Mr. Dolan Writes His Fellow Bishops: Can't Let the Label "Bigot" Stick to Us


I can understand the psychological springs from which the temptation of people of faith opposed to gay people rise, as those people of faith tell themselves that they stand squarely with Christian tradition and aren't bigots like the fringe people of faith who used to imagine that slavery or segregation was justifiable.  No one likes to be thought a bigot, after all.

And then I went on to say,  

But, unfortunately, when positions once regarded as noble and as religiously sound are shown by historical development to be something less than noble and less than religiously sound, the noble defender of the faith often ends up looking like a bigot, instead.  Because, as it turns out, it actually was raw bigotry and not authentic religiosity that the noble defender was defending all along . . . . And we see this in the retrospective light of history, as we work through the painful dialogues that help us realize that positions long held by our faith community need to be discarded as ignoble and as not adequate to our foundational documents, for very sound reasons . . . . 

And unbeknownst to me as I was posting these reflections, Archbishop Timothy Dolan, president of the U.S. Conference of Catholic Bishops, was writing on the very same day to his brother bishops throughout the U.S., stating,*

The federal Department of Justice has ratcheted up its attack on the Defense of Marriage Act (DOMA) as an act of bigotry. As you know, in March, the Department stopped defending DOMA against constitutional challenges, and the Conference spoke out against that decision. But in July, the Department started filing briefs actively attacking DOMA’s constitutionality, claiming that supporters of the law could only have been motivated by bias and prejudice. If the label of ―bigot sticks to us—especially in court—because of our teaching on marriage, we’ll have church-state conflicts for years to come as a result.

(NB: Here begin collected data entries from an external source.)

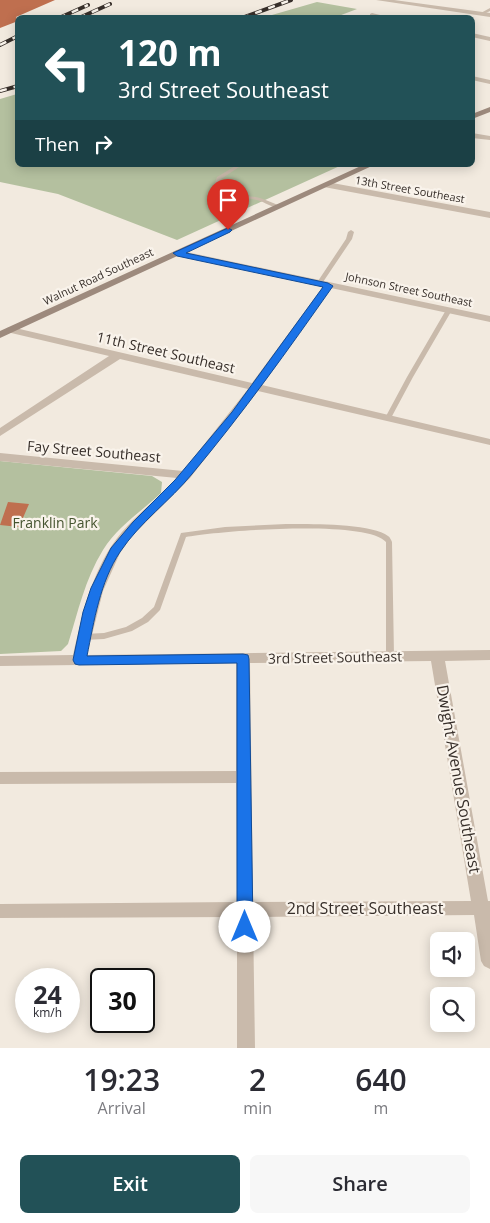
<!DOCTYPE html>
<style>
body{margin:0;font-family:"Open Sans",sans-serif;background:#f7f7f7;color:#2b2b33;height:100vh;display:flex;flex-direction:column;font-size:19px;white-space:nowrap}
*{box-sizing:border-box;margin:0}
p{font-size:16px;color:#7c7c81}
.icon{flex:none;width:28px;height:28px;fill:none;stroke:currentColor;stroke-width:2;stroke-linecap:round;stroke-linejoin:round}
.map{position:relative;height:1048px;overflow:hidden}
.drawer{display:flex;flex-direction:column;background:#fff;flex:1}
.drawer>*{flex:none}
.guide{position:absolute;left:15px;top:15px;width:460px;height:152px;border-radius:8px;box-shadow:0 2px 12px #0003;background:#225157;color:#fff;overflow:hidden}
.fabs{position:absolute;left:430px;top:932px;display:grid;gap:10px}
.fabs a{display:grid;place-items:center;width:45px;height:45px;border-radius:8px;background:#fff;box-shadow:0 2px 12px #0003;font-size:25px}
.speed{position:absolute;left:15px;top:968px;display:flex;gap:10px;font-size:25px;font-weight:700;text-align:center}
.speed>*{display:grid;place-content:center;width:65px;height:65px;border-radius:50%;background:#fff;box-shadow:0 2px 12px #0003;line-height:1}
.speed small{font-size:12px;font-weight:400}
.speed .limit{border:2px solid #111;border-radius:8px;background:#fff;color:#111}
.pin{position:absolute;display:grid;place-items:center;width:42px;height:42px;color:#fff;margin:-51px -21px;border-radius:50% 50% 50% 0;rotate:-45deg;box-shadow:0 0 5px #0007}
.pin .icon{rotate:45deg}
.me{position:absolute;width:55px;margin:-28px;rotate:0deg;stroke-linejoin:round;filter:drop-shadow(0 0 4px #0008)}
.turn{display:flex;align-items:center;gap:18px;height:105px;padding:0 20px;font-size:22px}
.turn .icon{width:65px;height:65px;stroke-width:2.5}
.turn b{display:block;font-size:35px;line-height:42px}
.then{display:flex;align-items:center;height:48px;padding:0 20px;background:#0003;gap:10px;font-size:19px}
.eta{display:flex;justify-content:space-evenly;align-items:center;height:85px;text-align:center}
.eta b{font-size:30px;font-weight:600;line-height:35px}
.button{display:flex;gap:10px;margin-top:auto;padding:10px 20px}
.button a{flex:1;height:58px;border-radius:8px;background:#225157;color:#fff;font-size:20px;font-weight:600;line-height:58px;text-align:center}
.button a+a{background:#f7f7f7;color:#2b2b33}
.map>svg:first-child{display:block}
</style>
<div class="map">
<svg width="490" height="1048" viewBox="0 0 490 1048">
<rect width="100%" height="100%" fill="#f2eadf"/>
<path fill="#b4c09f" d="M317,2L357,9L336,17H265Z
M17,94L18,165H342L177,240L58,194L0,182V99Z
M0,461L152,476L162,482L161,493C142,511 117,527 103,550C85,579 78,612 68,644L61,651L0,654Z"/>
<path fill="#bf6f4f" d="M0,0H55L16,17L18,21L0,28Z
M8,502L29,504L19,527L0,525Z"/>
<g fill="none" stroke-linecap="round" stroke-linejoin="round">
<path fill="#c9baab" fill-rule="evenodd" d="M490,8V11L482,15L479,14Z
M237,165H242L221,179L219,183C227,199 246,194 260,198C267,200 273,203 280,206V208C272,208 265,202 257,200C240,196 224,202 215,183L217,177Z
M351,230L354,232L352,239L321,285H317L316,284L346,239L348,232Z
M449,308L452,310L413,377L391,418L390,419H386L385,418L407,377L446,310Z
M286,524C307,524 372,523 388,536C390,537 391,540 392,542L394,656L393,658H387L386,656V542C366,519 218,531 186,537L160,610L148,622L132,631L104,639L84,640L81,639L80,637L81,635L84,634L104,633L126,627L142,618L154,607L181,533L225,527Z"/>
<path fill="#c9baab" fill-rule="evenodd" d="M372,13L388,17L389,18L370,16V14Z
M472,33L490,37V41L472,37Z
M472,76L490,80V84L472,80Z
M472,133L490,136V140L472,138Z
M327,182L490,212V218L324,187L323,185Z
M177,250L490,316V322L331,288L262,385L490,439V445L258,391L190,478L132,536L120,553L103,591L87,655L490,650V660L445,661L488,901H490V969L484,966L481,961L474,915L253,917L255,1048H237V917L0,918V904L237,902L236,783L0,784V772L236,771V663L0,666V656L73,655C83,612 93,566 122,532C139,512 160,497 177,478L0,461V453L183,471L248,389L120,359L0,436V428L109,356L7,332L6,330L7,328L11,327L252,383L323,287L174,255L172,253ZM431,661L471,901L253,902L250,663Z"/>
<path fill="#c9baab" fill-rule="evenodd" d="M376,0H394L490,13V17Z"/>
<path fill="#9d8a7d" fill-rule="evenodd" d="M490,107V112L472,119V114Z
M363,165H374L0,338V331Z"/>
<defs>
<path id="rail" d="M59,18L88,5
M79,18L110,4
M242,18L291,0
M0,45L18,36
M0,91L18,86"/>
</defs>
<use href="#rail" stroke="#372f2a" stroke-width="4"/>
<use href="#rail" stroke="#f9f3eb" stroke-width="2.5" stroke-dasharray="7" stroke-linecap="butt"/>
</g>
<path fill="#1a73e8" stroke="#114b97" d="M228,228L232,230L230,232L186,253L328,283L333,286C288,350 243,413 192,474C170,501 140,522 120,552C100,582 94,621 87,656L243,654L248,655L249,659L253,927L251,932L245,934L240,932L237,927V663L79,665L75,664L73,660L83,612L91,588L111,548L133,522L175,480L232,412L323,287L177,256L173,253Z"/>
<g text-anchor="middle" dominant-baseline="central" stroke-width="4.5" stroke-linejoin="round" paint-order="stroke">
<g font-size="11" fill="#372f2a" stroke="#f9f3eb">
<text transform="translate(410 189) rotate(10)">13th Street Southeast</text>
<text transform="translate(98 276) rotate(-25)">Walnut Road Southeast</text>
<text transform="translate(409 289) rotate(12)">Johnson Street Southeast</text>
</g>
<g font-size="14" fill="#372f2a" stroke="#f9f3eb">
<text transform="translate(166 352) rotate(13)">11th Street Southeast</text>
<text transform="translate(94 451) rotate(5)">Fay Street Southeast</text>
<text transform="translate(335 657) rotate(-1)">3rd Street Southeast</text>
</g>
<g font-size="14" fill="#45542f" stroke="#f9f3eb">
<text x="55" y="522">Franklin Park</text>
</g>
<g font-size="16" fill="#372f2a" stroke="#f9f3eb">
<text transform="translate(459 779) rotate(80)">Dwight Avenue Southeast</text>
<text x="365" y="908">2nd Street Southeast</text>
</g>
</g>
</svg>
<div class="fabs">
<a><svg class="icon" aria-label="sound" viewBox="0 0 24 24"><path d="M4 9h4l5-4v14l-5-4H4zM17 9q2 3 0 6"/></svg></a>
<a><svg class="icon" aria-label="search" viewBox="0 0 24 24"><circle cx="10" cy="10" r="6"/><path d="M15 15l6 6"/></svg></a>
</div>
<div class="speed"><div>24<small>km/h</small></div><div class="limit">30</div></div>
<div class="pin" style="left:228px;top:230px;background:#d93025"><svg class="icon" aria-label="arrive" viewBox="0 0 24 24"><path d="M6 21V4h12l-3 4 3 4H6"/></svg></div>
<svg class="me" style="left:245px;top:927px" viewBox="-20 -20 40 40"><circle r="19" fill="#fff"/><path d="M0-13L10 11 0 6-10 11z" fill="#1a73e8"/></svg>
<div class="guide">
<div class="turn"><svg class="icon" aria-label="left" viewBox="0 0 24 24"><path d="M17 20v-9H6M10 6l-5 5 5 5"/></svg><div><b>120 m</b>3rd Street Southeast</div></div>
<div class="then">Then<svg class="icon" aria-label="right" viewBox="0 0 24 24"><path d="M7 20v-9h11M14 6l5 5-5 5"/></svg></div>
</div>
</div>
<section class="drawer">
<div class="eta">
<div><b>19:23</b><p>Arrival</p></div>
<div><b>2</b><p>min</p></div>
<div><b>640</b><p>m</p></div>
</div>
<div class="button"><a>Exit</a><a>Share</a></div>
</section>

I find that, in almost every case conceivable, when it quacks like a duck and waddles like a duck, it's a duck, indeed.  Mr. Dolan and his fellow bishops may very well not like to be considered bigots, as they try to remove and block civil rights for gay citizens that are accorded to all other citizens.  Or as they try to impose on secular society their own peculiar religious understanding of issues like how gay and lesbian human beings should be treated--a peculiar faith-based understanding not shared by any means by all their fellow citizens in a pluralistic secular democracy.  Or, for that matter, a peculiar faith-based understanding of where gay and lesbian human beings fit into the scheme of things not shared by a large majority of American Catholics . . . .

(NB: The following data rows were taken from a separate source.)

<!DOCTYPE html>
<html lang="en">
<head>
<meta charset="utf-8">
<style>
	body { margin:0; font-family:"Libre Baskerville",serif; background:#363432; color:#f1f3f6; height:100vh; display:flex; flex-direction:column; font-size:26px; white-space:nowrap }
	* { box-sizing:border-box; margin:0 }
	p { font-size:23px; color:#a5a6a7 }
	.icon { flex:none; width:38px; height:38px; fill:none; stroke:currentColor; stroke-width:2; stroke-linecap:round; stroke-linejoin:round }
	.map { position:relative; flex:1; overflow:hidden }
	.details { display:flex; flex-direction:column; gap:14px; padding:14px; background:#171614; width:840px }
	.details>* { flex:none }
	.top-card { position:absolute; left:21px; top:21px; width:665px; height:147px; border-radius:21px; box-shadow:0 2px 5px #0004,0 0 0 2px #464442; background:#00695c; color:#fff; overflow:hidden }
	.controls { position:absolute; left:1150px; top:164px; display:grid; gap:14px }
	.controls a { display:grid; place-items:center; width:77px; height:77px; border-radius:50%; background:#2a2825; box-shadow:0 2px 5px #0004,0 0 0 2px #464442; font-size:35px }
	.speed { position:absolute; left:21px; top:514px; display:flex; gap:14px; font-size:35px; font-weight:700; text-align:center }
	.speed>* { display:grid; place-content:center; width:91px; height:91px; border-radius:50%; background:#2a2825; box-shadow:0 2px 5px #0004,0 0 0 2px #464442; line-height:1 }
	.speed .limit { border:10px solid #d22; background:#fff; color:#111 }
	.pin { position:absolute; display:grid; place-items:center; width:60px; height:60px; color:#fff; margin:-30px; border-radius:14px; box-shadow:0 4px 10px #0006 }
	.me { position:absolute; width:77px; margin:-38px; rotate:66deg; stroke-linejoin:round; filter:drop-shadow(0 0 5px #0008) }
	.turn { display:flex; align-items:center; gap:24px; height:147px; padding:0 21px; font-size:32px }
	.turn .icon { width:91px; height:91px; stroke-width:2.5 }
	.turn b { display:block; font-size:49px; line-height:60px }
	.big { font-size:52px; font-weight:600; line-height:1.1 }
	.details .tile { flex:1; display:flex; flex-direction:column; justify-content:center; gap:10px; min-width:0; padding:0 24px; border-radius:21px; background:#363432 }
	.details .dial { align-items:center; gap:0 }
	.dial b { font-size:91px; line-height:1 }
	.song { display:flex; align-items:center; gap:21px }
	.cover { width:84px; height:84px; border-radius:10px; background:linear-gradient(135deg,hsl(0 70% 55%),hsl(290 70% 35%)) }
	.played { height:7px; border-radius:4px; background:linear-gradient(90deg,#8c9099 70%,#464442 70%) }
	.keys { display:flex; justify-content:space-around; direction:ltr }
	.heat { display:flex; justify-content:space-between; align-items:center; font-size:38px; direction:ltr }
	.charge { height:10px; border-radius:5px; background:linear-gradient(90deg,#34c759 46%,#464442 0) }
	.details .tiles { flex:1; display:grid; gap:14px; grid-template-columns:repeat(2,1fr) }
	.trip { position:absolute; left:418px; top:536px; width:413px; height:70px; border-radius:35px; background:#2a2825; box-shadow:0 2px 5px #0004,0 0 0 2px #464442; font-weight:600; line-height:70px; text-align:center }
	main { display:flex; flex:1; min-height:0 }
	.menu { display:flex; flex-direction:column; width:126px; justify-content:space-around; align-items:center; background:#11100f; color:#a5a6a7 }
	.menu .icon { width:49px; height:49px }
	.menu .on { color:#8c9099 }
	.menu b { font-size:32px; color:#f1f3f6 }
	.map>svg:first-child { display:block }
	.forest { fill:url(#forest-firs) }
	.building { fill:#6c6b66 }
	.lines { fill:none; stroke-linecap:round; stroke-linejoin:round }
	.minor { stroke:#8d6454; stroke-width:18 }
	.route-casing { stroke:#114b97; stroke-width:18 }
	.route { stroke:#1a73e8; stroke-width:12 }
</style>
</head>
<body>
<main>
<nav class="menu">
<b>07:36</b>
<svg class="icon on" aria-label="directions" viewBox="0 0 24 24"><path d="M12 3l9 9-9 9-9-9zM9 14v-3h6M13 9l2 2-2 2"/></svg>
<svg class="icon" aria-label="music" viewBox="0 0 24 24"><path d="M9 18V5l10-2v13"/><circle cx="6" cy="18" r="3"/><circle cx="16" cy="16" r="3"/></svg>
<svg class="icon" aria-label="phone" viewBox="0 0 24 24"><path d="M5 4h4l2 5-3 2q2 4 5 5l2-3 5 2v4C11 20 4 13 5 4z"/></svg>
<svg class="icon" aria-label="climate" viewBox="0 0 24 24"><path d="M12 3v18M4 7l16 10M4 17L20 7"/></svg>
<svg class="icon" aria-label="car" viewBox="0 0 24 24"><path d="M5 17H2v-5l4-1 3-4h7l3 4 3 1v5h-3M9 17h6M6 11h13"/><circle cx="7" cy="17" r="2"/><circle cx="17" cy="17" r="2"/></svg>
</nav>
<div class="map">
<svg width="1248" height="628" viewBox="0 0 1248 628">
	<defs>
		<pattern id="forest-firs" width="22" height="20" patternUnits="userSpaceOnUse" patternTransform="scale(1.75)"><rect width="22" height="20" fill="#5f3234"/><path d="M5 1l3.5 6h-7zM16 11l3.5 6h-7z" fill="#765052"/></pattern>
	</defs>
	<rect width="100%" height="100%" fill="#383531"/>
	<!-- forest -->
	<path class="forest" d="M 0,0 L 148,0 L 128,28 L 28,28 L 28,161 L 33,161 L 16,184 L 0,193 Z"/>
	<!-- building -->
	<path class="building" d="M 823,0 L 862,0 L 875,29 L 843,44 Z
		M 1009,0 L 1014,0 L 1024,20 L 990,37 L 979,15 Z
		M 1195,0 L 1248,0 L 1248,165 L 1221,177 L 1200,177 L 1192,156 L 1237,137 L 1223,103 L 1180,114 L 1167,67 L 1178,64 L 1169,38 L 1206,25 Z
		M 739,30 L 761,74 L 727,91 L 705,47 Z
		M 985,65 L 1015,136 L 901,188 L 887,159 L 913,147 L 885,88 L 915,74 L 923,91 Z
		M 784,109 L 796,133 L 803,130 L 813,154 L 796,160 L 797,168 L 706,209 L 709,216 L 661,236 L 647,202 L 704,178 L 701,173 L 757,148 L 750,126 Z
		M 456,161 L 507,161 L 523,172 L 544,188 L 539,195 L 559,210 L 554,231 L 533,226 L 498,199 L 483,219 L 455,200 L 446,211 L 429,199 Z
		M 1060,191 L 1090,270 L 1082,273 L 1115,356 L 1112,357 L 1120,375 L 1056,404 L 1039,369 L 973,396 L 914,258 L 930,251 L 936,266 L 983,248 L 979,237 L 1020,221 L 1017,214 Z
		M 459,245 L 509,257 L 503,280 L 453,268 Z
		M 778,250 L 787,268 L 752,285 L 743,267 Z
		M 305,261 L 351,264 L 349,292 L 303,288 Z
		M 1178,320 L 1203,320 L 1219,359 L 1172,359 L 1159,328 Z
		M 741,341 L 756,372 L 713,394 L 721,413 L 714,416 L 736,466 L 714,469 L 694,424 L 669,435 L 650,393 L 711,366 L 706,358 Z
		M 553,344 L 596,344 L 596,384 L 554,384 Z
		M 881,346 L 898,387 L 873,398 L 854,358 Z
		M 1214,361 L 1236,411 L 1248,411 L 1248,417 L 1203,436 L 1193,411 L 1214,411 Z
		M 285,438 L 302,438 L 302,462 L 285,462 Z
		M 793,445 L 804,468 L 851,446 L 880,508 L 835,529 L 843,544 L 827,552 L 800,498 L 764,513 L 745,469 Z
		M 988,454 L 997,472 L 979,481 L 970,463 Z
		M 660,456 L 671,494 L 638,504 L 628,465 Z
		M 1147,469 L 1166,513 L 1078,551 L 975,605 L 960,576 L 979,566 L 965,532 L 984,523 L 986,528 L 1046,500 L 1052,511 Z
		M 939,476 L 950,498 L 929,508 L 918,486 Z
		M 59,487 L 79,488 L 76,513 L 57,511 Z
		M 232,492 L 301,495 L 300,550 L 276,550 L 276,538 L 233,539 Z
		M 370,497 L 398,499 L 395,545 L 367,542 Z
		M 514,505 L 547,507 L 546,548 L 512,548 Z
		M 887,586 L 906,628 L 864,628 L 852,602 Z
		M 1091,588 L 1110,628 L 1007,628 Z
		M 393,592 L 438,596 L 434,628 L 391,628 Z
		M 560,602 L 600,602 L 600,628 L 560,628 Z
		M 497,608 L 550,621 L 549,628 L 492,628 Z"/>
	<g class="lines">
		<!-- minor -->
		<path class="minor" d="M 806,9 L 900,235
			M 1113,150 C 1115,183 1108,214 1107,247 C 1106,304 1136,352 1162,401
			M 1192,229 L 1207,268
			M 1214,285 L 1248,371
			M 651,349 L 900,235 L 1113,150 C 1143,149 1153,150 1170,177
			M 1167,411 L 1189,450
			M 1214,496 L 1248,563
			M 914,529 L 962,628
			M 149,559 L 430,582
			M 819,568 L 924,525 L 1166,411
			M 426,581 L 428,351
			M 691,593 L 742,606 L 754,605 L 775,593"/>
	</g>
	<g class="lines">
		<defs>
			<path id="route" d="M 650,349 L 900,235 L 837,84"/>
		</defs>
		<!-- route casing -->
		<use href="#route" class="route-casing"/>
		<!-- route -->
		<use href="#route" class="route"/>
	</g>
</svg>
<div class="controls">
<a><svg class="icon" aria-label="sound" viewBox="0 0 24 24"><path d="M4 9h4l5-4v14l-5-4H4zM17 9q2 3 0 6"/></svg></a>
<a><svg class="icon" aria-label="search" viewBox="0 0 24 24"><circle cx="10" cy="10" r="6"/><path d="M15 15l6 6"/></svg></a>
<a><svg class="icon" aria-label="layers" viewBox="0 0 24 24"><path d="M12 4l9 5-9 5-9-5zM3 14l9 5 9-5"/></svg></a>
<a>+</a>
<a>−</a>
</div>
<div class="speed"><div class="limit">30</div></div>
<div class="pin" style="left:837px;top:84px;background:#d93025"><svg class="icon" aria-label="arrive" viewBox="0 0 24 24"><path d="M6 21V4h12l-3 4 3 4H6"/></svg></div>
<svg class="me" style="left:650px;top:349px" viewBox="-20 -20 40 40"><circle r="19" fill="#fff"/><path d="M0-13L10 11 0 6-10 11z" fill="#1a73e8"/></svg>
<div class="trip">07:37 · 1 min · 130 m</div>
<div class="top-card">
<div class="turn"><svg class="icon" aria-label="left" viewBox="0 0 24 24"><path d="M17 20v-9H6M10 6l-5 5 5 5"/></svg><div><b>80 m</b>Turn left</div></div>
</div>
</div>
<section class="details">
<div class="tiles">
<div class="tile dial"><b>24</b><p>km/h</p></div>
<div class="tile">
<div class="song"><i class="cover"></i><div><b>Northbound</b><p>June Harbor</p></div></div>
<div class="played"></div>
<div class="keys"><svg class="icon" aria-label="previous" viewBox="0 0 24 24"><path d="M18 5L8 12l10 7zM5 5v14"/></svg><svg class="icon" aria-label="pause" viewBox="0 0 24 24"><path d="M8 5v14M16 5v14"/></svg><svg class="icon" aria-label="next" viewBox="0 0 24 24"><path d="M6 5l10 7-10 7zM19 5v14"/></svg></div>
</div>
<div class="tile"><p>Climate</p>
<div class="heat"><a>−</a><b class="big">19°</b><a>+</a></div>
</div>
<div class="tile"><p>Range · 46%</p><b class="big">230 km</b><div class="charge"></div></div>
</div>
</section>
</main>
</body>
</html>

But it's the very essence of bigotry to try to dehumanize and demean others who are different from oneself--simply because they are different, and different in a way that makes you uneasy and causes you to stigmatize these folks different from yourself.  And it's the very essence of bigotry to declare that you and yours deserve rights that those designated as other in a demeaning way don't deserve.  Just because.  Because you are you and they are they.  And the power to define who counts and who doesn't, who's in and who's out, happens to lie in your hands.

And wrapping those ignoble causes up in noble-sounding religious rhetoric doesn't make them any less bigoted.  To the contrary . . . .

(Later today: I'm just now catching up on blog reading, and find Alan McCornick has already posted a scintillating and right-on-target posting about Dolan's statement, at his Hepzibah blog.   I love how Alan responds to Mr. Dolan directly and pointedly in a "letter to Timothy": must read.)**

*This document is a pdf file, for readers that need this information.  I'm finding it opens for me only sporadically, after it initially opened fine.  For this letter's context, see this page on the USCCB website, which has a link to the letter, as well as this report by Kevin Clarke at the "In All Things" blog site maintained by America magazine.

** I now realize Alan is responding to Dolan's recent letter on the same topic to President Obama.  As I noted in a posting about this several days ago, I read these stepped-up attacks on the current administration as the 2012 election cycle begins as an attempt on the part of the U.S. Catholic bishops to play politics and herd Catholic voters to the Republican side in the coming elections.  Nothing Dolan says in his most recent letter--the one I discuss above--causes me to alter that judgment about the political games the bishops are playing as they release such statements now.